You'll need to connect these ports to patches that represent the Position and Rotation properties of the left and right iris 3D objects:

To do this:

  1. Select the left_iris and right_iris objects in the Scene panel.
  2. In the Inspector, click the arrows next to both their Position and Rotation values.

This should create 4 yellow patches, representing each value:



Connect:

  1. The Iris Position ports in the Eyeball patch to the 3D Position ports of their corresponding object patches.
  2. The Iris Rotation ports in the Eyeball patch to the 3D Rotation ports of their corresponding object patches.

Here's how this part of your graph will look:



And your finished graph will look like this:



The objects should cover and track the eyes in your finished effect:

Using scripting

In the Assets view, click +, then Create New Script.

You'll see a new script in the Assets panel.
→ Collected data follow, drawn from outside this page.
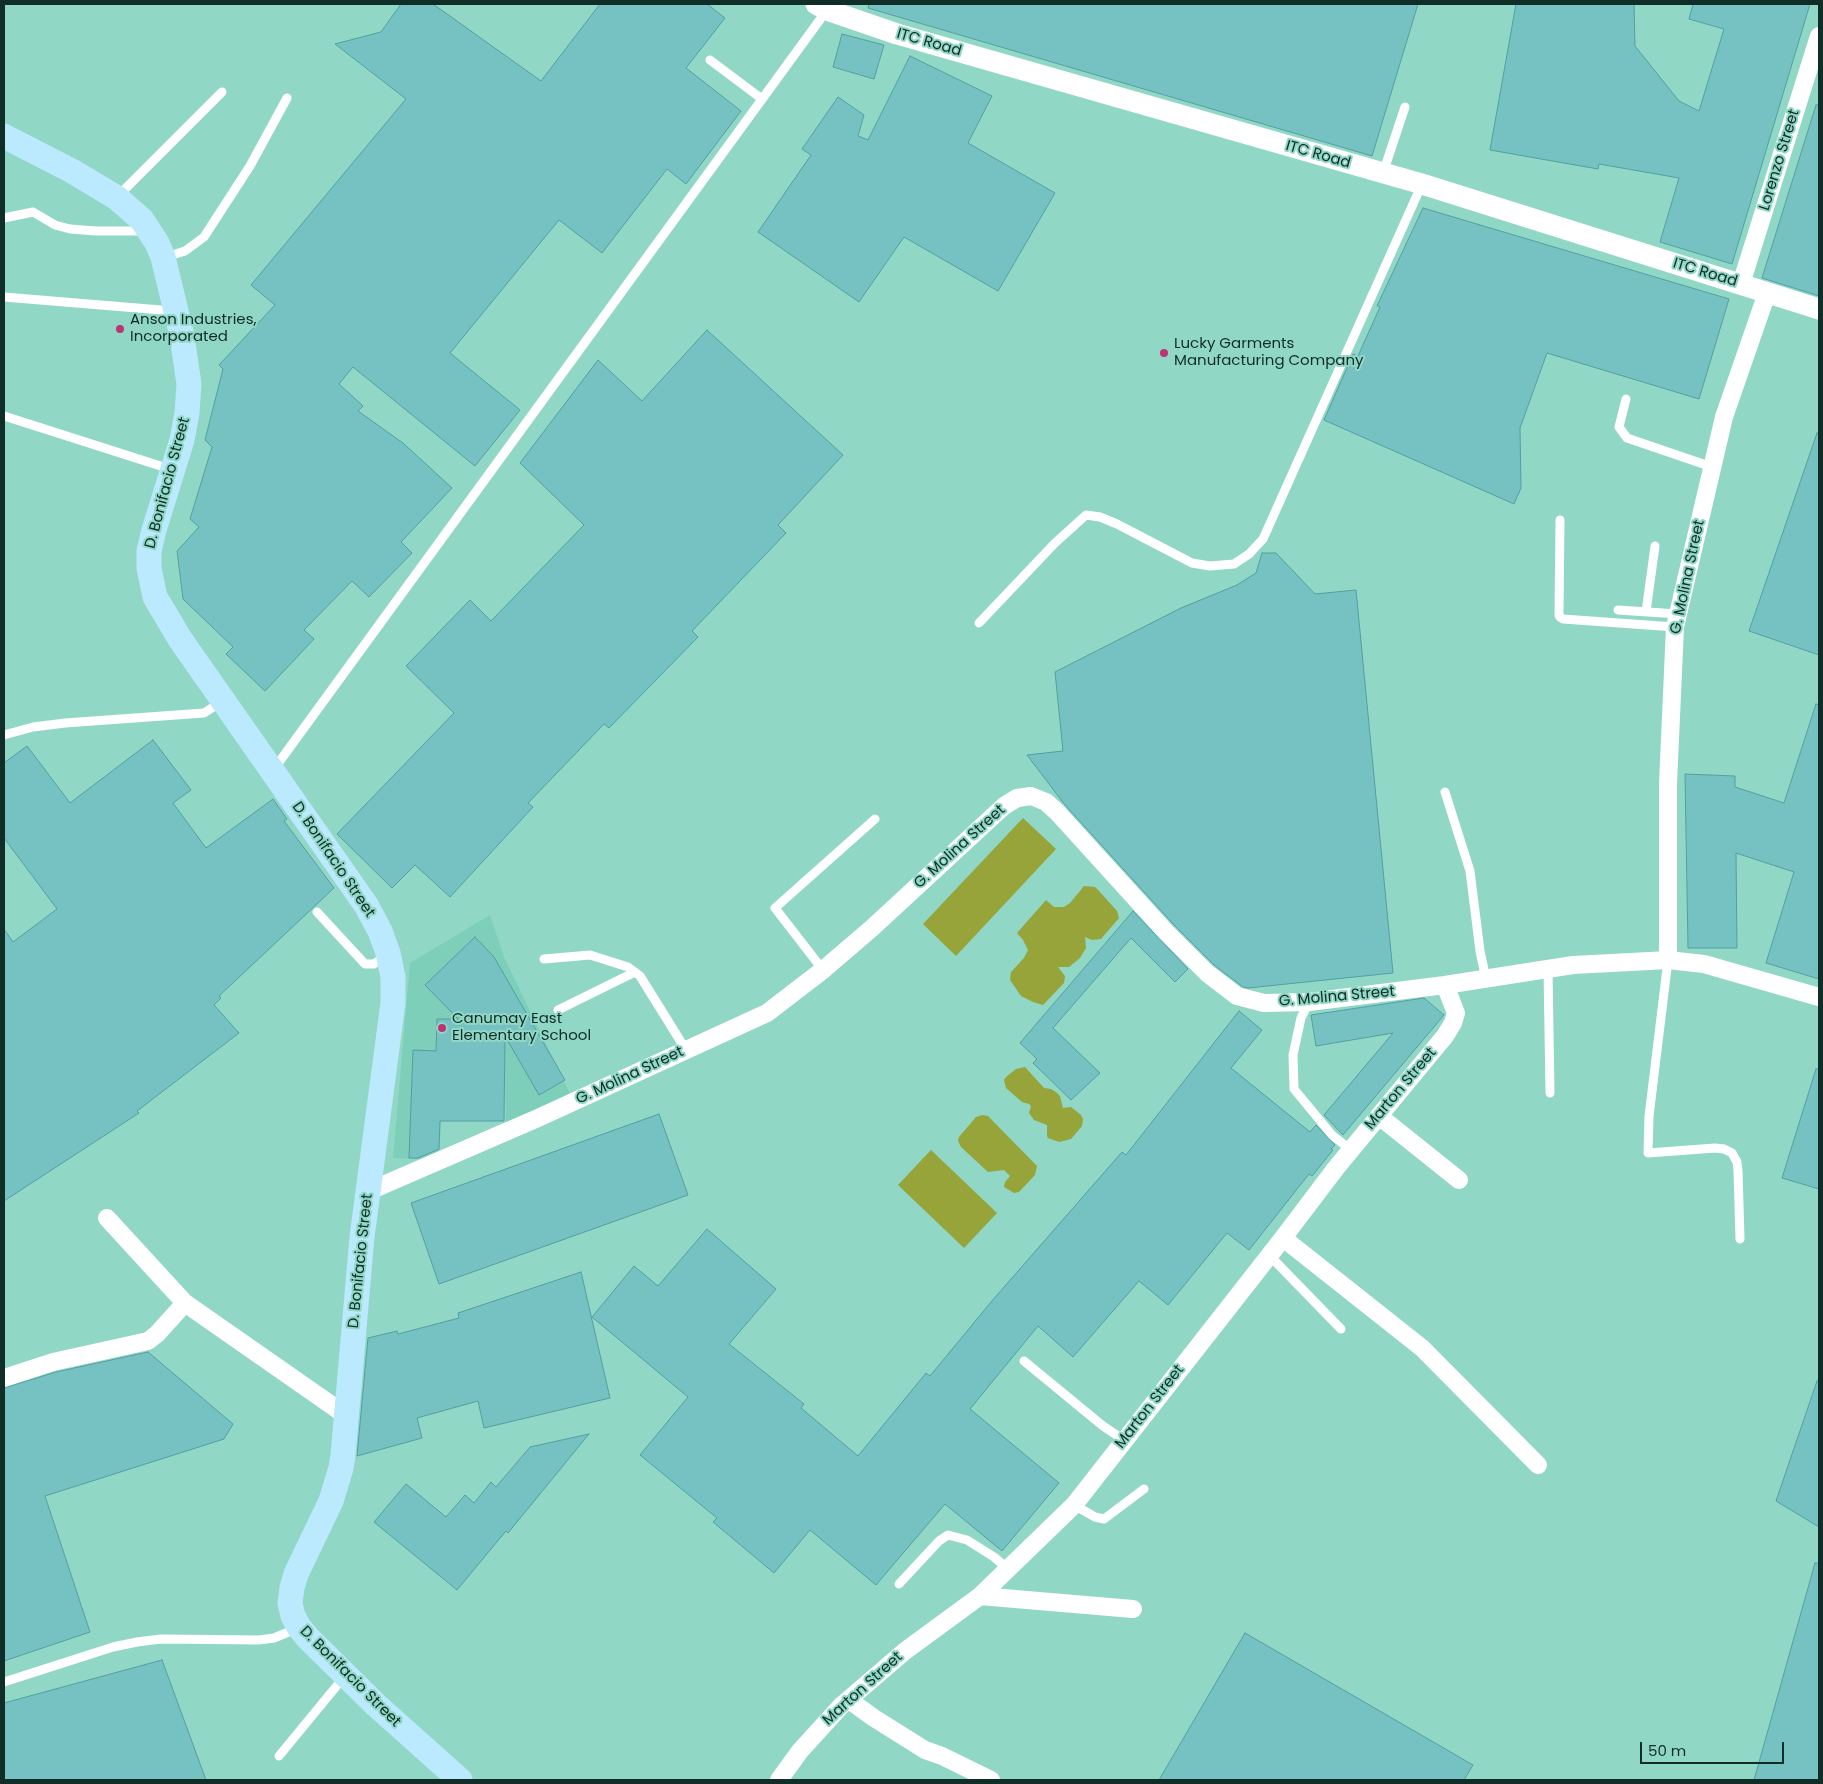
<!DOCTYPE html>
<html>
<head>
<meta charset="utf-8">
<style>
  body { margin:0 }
  #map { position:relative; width:1823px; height:1784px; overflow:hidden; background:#90d7c5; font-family:Poppins,sans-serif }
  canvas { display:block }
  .frame { position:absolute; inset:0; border:5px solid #102d27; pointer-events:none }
  .scale { position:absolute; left:1640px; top:1742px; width:144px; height:22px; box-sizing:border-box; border:2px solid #102d27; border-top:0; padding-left:6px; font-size:15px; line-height:18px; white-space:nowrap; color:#102d27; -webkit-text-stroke:4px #90d7c5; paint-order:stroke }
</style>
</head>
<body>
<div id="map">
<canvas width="1823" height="1784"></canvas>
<div class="frame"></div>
<div class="scale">50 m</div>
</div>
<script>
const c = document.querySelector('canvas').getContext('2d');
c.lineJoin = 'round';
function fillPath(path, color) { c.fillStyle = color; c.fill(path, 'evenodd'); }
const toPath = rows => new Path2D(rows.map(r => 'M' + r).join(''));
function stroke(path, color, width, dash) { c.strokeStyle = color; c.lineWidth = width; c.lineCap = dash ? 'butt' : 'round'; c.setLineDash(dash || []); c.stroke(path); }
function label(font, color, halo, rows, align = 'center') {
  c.font = font + ' Poppins,sans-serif'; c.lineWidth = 4; c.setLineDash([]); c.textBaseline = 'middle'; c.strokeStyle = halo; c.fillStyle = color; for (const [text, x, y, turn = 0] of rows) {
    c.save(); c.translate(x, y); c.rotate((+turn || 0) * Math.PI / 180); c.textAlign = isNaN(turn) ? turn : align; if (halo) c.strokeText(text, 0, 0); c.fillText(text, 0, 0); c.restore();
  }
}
const built = toPath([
  [490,915,504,957,571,1096,506,1127,505,1073,443,1072,439,1160,393,1158,410,963]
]);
const water = toPath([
  [1023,818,1056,849,956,956,923,924],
  [1084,886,1095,887,1099,891,1117,911,1119,918,1101,939,1092,940,1085,937,1086,948,1080,958,1069,967,1058,967,1065,976,1064,983,1043,1005,1033,1002,1021,996,1010,980,1011,972,1024,958,1028,950,1023,940,1017,933,1046,900,1054,907,1064,907,1070,903],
  [1025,1067,1044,1088,1051,1089,1057,1093,1060,1096,1063,1108,1071,1107,1081,1115,1083,1119,1082,1126,1071,1139,1059,1142,1048,1138,1047,1136,1047,1125,1034,1120,1029,1113,1031,1106,1029,1104,1022,1102,1006,1088,1004,1080,1006,1077,1016,1069],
  [982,1115,988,1116,1037,1166,1035,1175,1019,1192,1014,1193,1004,1187,1005,1182,1010,1176,1004,1170,988,1172,961,1147,958,1141,959,1137,976,1117],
  [931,1150,997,1213,964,1248,898,1185]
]);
const building = toPath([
  [401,4,433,4,541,81,600,4,707,4,725,18,686,68,741,111,686,184,667,169,602,253,559,220,450,353,520,410,475,466,353,367,339,384,363,406,358,411,403,443,452,488,401,542,412,553,369,597,352,581,304,630,314,639,265,691,226,654,233,647,183,599,177,551,199,527,190,519,212,447,205,440,223,369,219,365,275,305,251,285,406,99,335,44,381,32,401,4],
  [869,4,1418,4,1372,156,868,8,869,4],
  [1516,4,1634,4,1635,46,1679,101,1699,111,1724,29,1689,19,1693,4,1810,4,1732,264,1660,242,1679,178,1599,164,1598,169,1490,150,1516,4],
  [842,34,884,45,874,79,833,67,842,34],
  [910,56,992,96,968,143,1055,193,998,291,904,237,859,302,758,232,811,155,802,149,838,97,864,115,858,136,868,140,910,56],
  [1816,105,1819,105,1819,296,1762,278,1816,105],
  [1423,208,1729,299,1699,399,1547,353,1520,428,1521,488,1514,504,1324,420,1353,354,1358,356,1380,307,1377,306,1423,208],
  [707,330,843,455,778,525,786,533,692,631,698,637,609,728,604,724,528,803,533,807,450,897,415,865,392,888,337,834,454,713,406,666,470,600,491,621,584,525,520,463,598,360,642,401,707,330],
  [1817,433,1819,433,1819,655,1749,631,1817,433],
  [1262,553,1276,553,1315,594,1356,590,1393,973,1248,988,1243,987,1214,965,1174,925,1065,805,1027,755,1063,751,1055,672,1181,608,1237,585,1256,573,1262,553],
  [1816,704,1819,705,1819,979,1766,963,1794,872,1736,853,1737,948,1688,948,1685,774,1735,776,1735,787,1784,803,1816,704],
  [153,740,191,790,173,803,206,848,273,799,287,819,284,821,334,888,219,996,221,998,214,1005,239,1033,137,1111,139,1113,4,1201,4,929,13,942,57,909,4,838,4,763,27,746,70,803,153,740],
  [1133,911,1188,969,1175,982,1131,938,1053,1028,1100,1073,1071,1100,1033,1063,1037,1059,1020,1043,1133,911],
  [475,937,494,957,565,1080,539,1095,505,1036,504,1121,440,1121,439,1149,418,1158,409,1158,413,1050,436,1051,437,1019,458,1019,425,985,475,937],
  [1424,998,1444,1015,1343,1135,1324,1115,1393,1033,1316,1046,1311,1015,1424,998],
  [1239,1011,1262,1030,1231,1068,1310,1132,1316,1125,1335,1145,1331,1149,1333,1150,1312,1176,1309,1174,1249,1250,1227,1233,1168,1305,1139,1281,1073,1357,1038,1326,970,1409,1059,1483,1002,1551,945,1504,876,1585,810,1530,774,1573,713,1522,717,1518,640,1455,688,1397,592,1317,634,1266,658,1286,707,1229,776,1289,729,1344,804,1404,801,1408,858,1456,926,1373,930,1376,991,1302,1122,1152,1126,1155,1239,1011],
  [1816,1069,1819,1069,1819,1189,1782,1178,1816,1069],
  [659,1114,688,1195,439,1284,411,1203,659,1114],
  [581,1272,610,1398,484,1428,478,1401,417,1418,422,1438,357,1456,368,1338,397,1331,398,1334,459,1318,458,1313,581,1272],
  [148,1352,233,1424,224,1439,45,1496,90,1632,4,1661,4,1388,56,1372,148,1352],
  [1817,1381,1819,1381,1819,1527,1776,1501,1817,1381],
  [589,1434,508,1533,506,1531,457,1590,374,1522,406,1484,446,1517,465,1495,474,1503,491,1482,496,1487,530,1447,589,1434],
  [1815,1563,1819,1563,1819,1780,1754,1780,1815,1563],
  [1245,1633,1473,1765,1464,1780,1159,1780,1245,1633],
  [162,1660,206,1780,4,1780,4,1703,162,1660]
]);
const service = toPath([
  [710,60,762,99],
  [1383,173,1405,107],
  [118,196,222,92],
  [4,218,33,212,55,225,70,229,96,231,146,231],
  [166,257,185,251,204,237,250,166,287,98],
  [4,297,173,311],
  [1626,399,1619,427,1627,438,1712,467],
  [4,416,170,469],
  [1560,520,1559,615,1560,617,1563,619,1675,627],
  [1618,610,1678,614],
  [1646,612,1655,546],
  [979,623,1055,543,1086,515,1100,517,1117,524,1192,563,1210,566,1234,564,1249,554,1263,539,1422,184],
  [4,735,33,727,65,723,204,713,221,702],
  [274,769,827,10],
  [1445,792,1470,871,1480,951,1486,979],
  [317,912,365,964,374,964,386,955],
  [544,959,590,955,628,967,640,976,686,1050],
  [1668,960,1649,1116,1648,1153,1715,1148,1724,1149,1732,1153,1737,1162,1738,1171,1740,1239],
  [1548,969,1550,1093],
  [823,970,775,908,875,819],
  [1309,1002,1301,1018,1293,1055,1294,1089,1332,1135,1351,1150],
  [558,1010,635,972],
  [1269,1255,1341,1329],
  [1024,1361,1103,1426,1124,1440],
  [1074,1505,1095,1517,1104,1519,1144,1489],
  [899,1584,939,1541,948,1535,967,1540,994,1557,1008,1569],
  [4,1682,113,1647,137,1642,161,1639,259,1640,274,1638,298,1628],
  [279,1756,344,1677]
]);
const minor = toPath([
  [1741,284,1819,36],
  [1668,960,1668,784,1675,627,1724,417,1767,293],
  [1379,1116,1459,1180],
  [367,1192,538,1118,767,1013,823,970,872,928,1004,806,1017,798,1031,796,1046,802,1057,812,1166,932,1207,973,1237,996,1264,1003,1309,1002,1445,985,1573,965,1668,960,1704,964,1819,997],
  [107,1218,185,1303,347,1416],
  [1283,1238,1422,1348,1538,1465],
  [4,1378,53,1362,148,1341,157,1334,185,1303],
  [980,1596,1133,1609],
  [849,1700,874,1718,925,1750,942,1756,991,1780],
  [779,1780,800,1751,841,1706,905,1651,980,1596,1074,1505,1283,1238,1336,1168,1445,1036,1453,1023,1456,1013,1445,985]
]);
const tertiary = toPath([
  [816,4,827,10,897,34,1422,184,1819,309]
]);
const secondary = toPath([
  [4,136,72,171,117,198,142,220,157,243,163,257,182,336,189,384,187,413,182,440,154,530,149,551,149,568,155,597,180,639,366,905,380,931,388,953,393,977,393,1003,362,1237,343,1455,341,1468,331,1501,296,1574,292,1588,290,1603,293,1616,299,1627,308,1638,376,1705,460,1780]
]);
const markers = [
  [120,329,5,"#bc3473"],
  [1164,353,5,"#bc3473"],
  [442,1028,5,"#bc3473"]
];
const streetNames = [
  ["ITC Road",929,43,16],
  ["ITC Road",1318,155,16],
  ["Lorenzo Street",1780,160,-73],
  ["ITC Road",1705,273,17],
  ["D. Bonifacio Street",168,483,-75],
  ["G. Molina Street",1688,577,-78],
  ["G. Molina Street",960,847,-42],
  ["D. Bonifacio Street",333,860,56],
  ["G. Molina Street",1337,997,-5],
  ["G. Molina Street",630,1076,-25],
  ["Marton Street",1401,1089,-50],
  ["D. Bonifacio Street",361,1261,-84],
  ["Marton Street",1150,1407,-52],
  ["D. Bonifacio Street",350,1677,45],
  ["Marton Street",863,1689,-42]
];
const poiNames = [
  ["Anson Industries,",130,320],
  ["Incorporated",130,337],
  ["Lucky Garments",1174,344],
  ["Manufacturing Company",1174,361],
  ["Canumay East",452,1019],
  ["Elementary School",452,1036]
];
fillPath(built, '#7dcfba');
fillPath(water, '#96a43a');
fillPath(building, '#76c2c3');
stroke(building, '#539fa0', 1);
stroke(service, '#fff', 9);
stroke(minor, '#fff', 18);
stroke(tertiary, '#fff', 21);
stroke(secondary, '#bbe9fe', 25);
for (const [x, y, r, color] of markers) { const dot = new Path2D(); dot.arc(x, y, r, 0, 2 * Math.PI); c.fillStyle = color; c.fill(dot); stroke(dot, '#90d7c5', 2); }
label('15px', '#102d27', '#90d7c5', streetNames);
label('15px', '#102d27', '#90d7c5', poiNames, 'left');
</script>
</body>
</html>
Double-click the script to open it in a text editor, then paste this script:

    var FaceTracking = require("FaceTracking");
    var IrisTracking = require("IrisTracking");
    var Scene = require("Scene");
        
    var leftIris = Scene.root.find("left iris");
    var rightIris = Scene.root.find("right iris");
        
    var leftEyeballInfo = IrisTracking.leftEyeball(FaceTracking.face(0));
    var rightEyeballInfo = IrisTracking.rightEyeball(FaceTracking.face(0));
        
    leftIris.transform.position = leftEyeballInfo.iris;
    rightIris.transform.position = rightEyeballInfo.iris;
        
    leftIris.transform.rotation = leftEyeballInfo.rotation;
    rightIris.transform.rotation = rightEyeballInfo.rotation;
      

The Eyeball object stored in leftEyeballInfo and rightEyeballInfo has three properties:

  • iris, which gives the pupil's central position relative to the face tracker.
  • center, which gives the position of the center of the whole eyeball relative to the face tracker.
  • rotation, which gives the rotation of the eyeball.